Beginnings of Unlimited Potential: Kenwood
Kenwood was a small, mostly African-American community located on the north side of San Antonio and termed a “poverty pocket,” a term referring to a comparatively poor area surrounded by wealthy suburbs. Kenwood is located west of McCullough Avenue, across from one of the most affluent residential areas of San Antonio- Olmos Park. Many of its residents worked in the wealthy homes that neighbored Kenwood.
The Unlimited Potential program was started by Director Jearnine Wagner in the Kenwood area. Phase I of Unlimited Potential aimed to encourage creativity and new ideas in the children of Kenwood through arts-based children’s programming. Phase 1 of the program was held in 15 elementary schools in the San Antonio District was merely the beginning and served as a foundation for Phase 2 of the program.

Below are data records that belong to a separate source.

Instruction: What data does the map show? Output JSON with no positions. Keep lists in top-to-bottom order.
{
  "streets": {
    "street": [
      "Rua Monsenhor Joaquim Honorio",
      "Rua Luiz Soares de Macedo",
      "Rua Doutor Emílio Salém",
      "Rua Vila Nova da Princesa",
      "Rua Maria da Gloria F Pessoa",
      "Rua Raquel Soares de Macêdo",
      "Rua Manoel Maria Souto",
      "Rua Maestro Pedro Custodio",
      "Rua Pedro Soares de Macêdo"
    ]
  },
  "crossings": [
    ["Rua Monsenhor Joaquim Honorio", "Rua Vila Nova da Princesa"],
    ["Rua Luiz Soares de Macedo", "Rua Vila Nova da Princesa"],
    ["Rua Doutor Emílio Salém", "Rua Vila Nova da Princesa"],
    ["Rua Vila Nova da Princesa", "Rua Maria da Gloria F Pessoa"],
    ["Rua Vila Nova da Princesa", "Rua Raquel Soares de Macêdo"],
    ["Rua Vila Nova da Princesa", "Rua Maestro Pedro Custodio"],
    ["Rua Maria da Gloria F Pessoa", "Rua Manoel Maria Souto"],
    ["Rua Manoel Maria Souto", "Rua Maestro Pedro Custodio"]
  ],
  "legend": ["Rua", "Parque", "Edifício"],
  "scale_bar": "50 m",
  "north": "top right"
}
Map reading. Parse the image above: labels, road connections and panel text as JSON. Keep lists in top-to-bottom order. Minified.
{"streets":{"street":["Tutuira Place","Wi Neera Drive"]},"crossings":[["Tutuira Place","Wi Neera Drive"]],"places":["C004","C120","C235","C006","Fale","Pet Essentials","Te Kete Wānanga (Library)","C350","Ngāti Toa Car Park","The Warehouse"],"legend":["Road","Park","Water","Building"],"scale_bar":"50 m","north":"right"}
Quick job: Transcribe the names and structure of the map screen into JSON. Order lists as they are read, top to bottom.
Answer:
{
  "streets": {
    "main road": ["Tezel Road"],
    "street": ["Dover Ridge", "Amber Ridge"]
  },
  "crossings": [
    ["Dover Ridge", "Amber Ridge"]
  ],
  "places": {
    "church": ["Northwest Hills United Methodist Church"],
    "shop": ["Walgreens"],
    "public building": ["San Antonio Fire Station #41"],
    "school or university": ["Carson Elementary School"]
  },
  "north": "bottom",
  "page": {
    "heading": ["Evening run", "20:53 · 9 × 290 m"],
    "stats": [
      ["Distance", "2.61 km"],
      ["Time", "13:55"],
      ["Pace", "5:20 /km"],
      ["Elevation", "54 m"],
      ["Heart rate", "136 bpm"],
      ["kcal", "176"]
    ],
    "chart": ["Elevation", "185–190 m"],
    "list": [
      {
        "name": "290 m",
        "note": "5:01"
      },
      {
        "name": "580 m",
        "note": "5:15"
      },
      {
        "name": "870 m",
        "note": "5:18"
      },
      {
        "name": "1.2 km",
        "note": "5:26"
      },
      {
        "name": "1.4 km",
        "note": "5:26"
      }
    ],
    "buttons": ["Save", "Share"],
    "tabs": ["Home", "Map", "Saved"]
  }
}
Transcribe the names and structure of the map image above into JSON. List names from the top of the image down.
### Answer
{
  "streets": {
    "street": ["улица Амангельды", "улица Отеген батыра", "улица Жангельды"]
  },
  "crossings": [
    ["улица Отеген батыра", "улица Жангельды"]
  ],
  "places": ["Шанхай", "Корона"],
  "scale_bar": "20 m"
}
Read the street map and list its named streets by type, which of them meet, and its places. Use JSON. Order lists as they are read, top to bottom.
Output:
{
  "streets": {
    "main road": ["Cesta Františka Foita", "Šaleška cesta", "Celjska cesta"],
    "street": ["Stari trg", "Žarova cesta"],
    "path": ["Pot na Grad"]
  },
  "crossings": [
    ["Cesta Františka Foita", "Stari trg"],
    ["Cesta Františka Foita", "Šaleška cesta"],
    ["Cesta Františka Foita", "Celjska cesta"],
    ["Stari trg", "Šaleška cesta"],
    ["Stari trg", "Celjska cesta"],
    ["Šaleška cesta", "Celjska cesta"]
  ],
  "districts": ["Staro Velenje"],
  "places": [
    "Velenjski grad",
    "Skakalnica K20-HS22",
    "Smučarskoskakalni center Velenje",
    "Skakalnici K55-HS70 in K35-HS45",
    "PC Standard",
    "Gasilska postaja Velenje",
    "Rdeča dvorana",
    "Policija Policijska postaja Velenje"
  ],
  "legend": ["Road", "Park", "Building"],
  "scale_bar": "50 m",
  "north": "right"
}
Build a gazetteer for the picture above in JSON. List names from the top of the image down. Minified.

The program sought to enable educators to examine their assumptions of their students and the relationships involved in the process of learning and teaching. According to the report published by Unlimited Potential in the late 60s, the relationship between student and teacher was one based on control, with teachers often not viewing student interactions as “human encounters” and differing values between teachers and the disadvantaged youth they were attempting to reach.
The program achieved its goals of changing this relationship and allowed for the separation and differences between the teacher and student to give way to a mutual understanding and respect.